Dans son dernier livre Monstre, le plus célèbre et le plus controversé des acteurs français, notre Gégé national, livre ses états d'âme sur la société et ses contemporains. Inutile de préciser que si vous vouez une aversion pour Depardieu, ce livre ne représentera absolument aucun intérêt. Je précise car j'ai remarqué, notamment chez les femmes, un certain dégoût à son endroit amplifié largement par les polémiques et sa disgrâce physique.
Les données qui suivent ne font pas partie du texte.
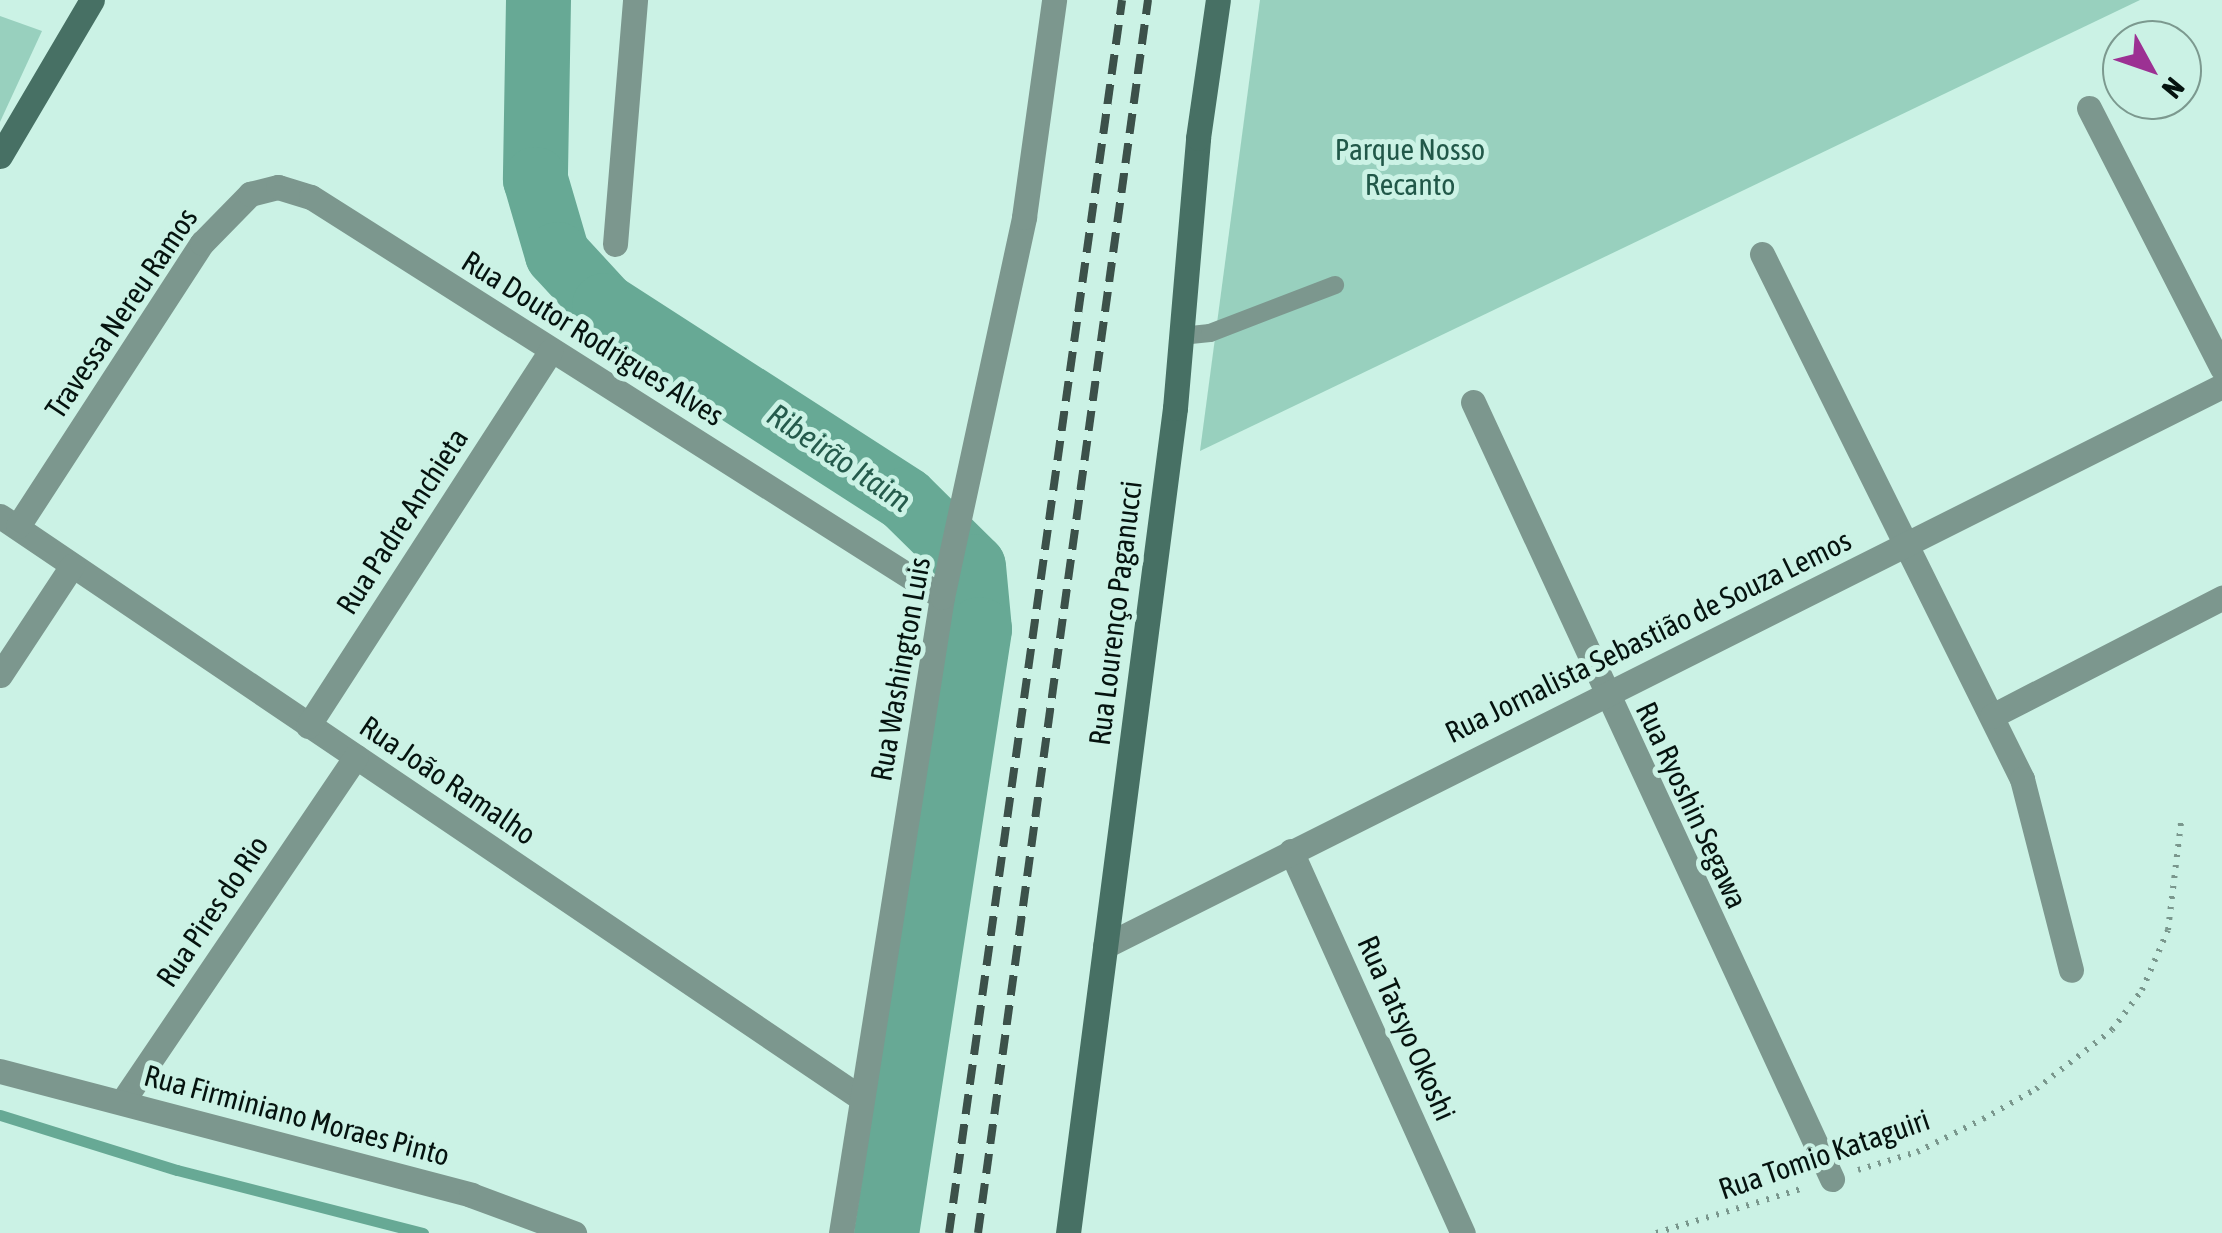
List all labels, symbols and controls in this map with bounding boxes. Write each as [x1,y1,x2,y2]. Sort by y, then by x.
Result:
north arrow [2102,20,2202,120]
text: N [2156,71,2191,105]
park label: Parque Nosso Recanto [1335,131,1485,202]
street label: Travessa Nereu Ramos [37,201,205,425]
street label: Rua Doutor Rodrigues Alves [456,243,730,433]
water label: Ribeirão Itaim [760,396,918,520]
street label: Rua Padre Anchieta [329,421,475,621]
street label: Rua Lourenço Paganucci [1081,479,1149,747]
street label: Rua Jornalista Sebastião de Souza Lemos [1439,522,1857,750]
street label: Rua Washington Luis [863,554,937,784]
street label: Rua Ryoshin Segawa [1628,696,1756,914]
street label: Rua João Ramalho [353,708,543,852]
street label: Rua Pires do Rio [148,829,276,993]
street label: Rua Tatsyo Okoshi [1350,930,1464,1126]
street label: Rua Firminiano Moraes Pinto [140,1057,454,1173]
street label: Rua Tomio Kataguiri [1714,1101,1934,1207]

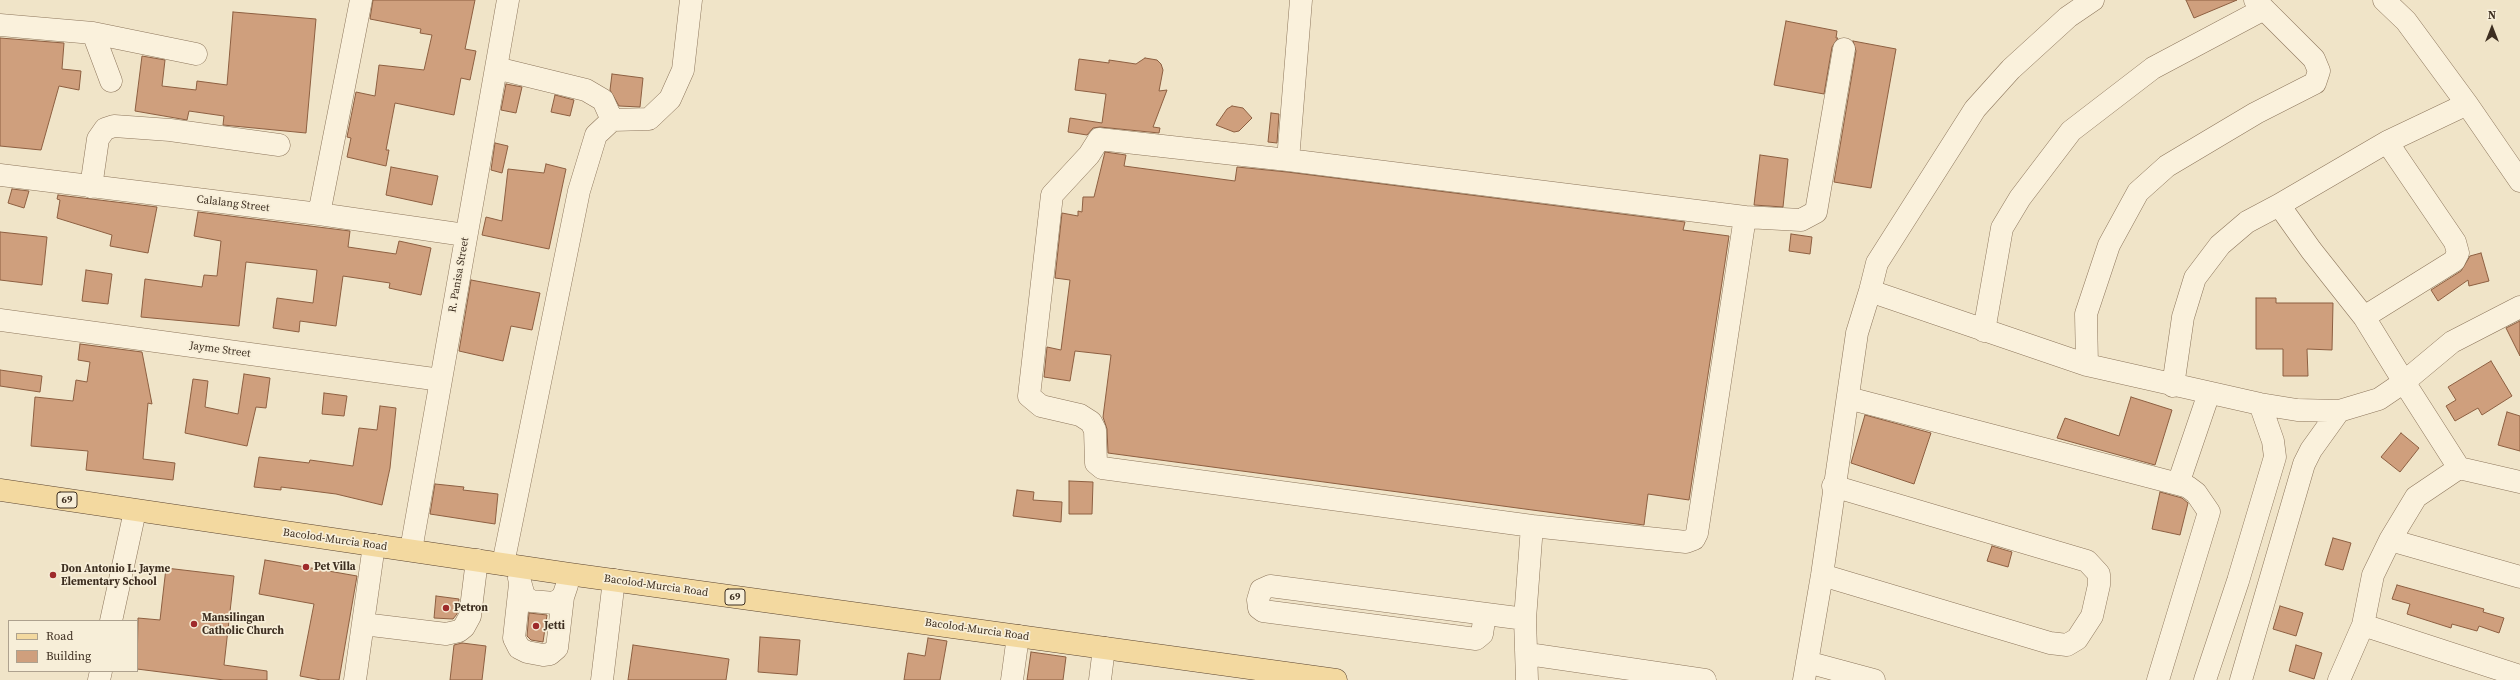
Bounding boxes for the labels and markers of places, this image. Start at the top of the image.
place label: Pet Villa [314,560,356,574]
place label: Don Antonio L. Jayme Elementary School [61,562,170,588]
marker: Pet Villa [301,562,311,572]
marker: Don Antonio L. Jayme Elementary School [48,570,58,580]
place label: Petron [454,601,488,615]
marker: Petron [441,603,451,613]
place label: Mansilingan Catholic Church [202,611,284,637]
marker: Mansilingan Catholic Church [189,619,199,629]
place label: Jetti [544,619,565,633]
marker: Jetti [531,621,541,631]

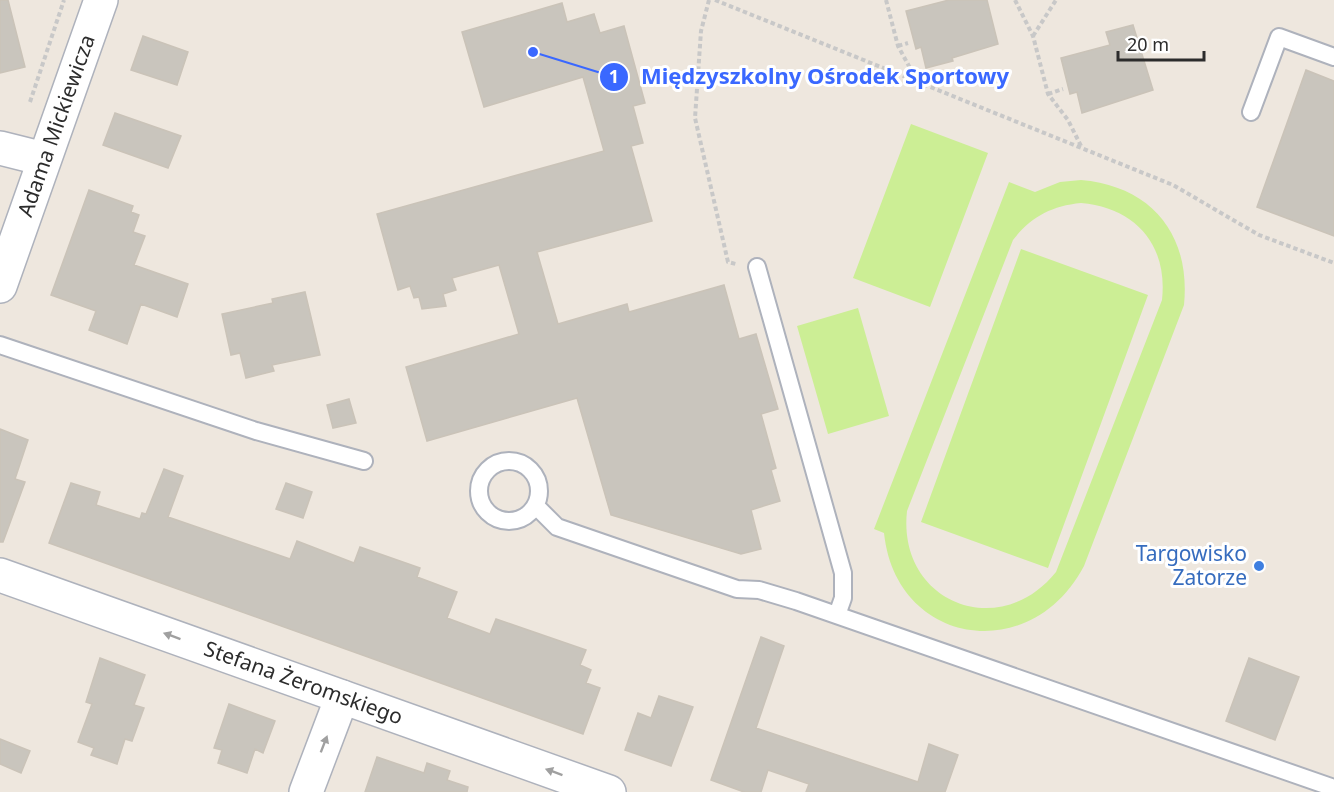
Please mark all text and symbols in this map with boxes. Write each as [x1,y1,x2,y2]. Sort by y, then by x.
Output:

Pour ma part, sans pour autant être un fan boy car je connais au final très peu l'homme et sa carrière, j'ai commencé à éprouver de la sympathie pour Depardieu lors du lynchage politico-médiatique qu'il subit avec l'épisode que l'on connaît de la citoyenneté russe mais aussi l'histoire des impôts ou encore ces engueulades en scooter en plein cœur de Paris, où ivre, il emboutit des véhicules.
Malgré ces déboires, on s'aperçoit que Depardieu est un homme d'une richesse intérieure rare et qui est doté d'une faculté d'empathie hors du commun. En tout cas, c'est ce qu'il laisse transparaître, à la fois dans ses livres, mais aussi dans les documentaires que j'ai pu voir en particulier dans A pleines dents, un voyage gastronomique autour de la France et du monde en compagnie de Depardieu et d'un chef cuisto, son ami.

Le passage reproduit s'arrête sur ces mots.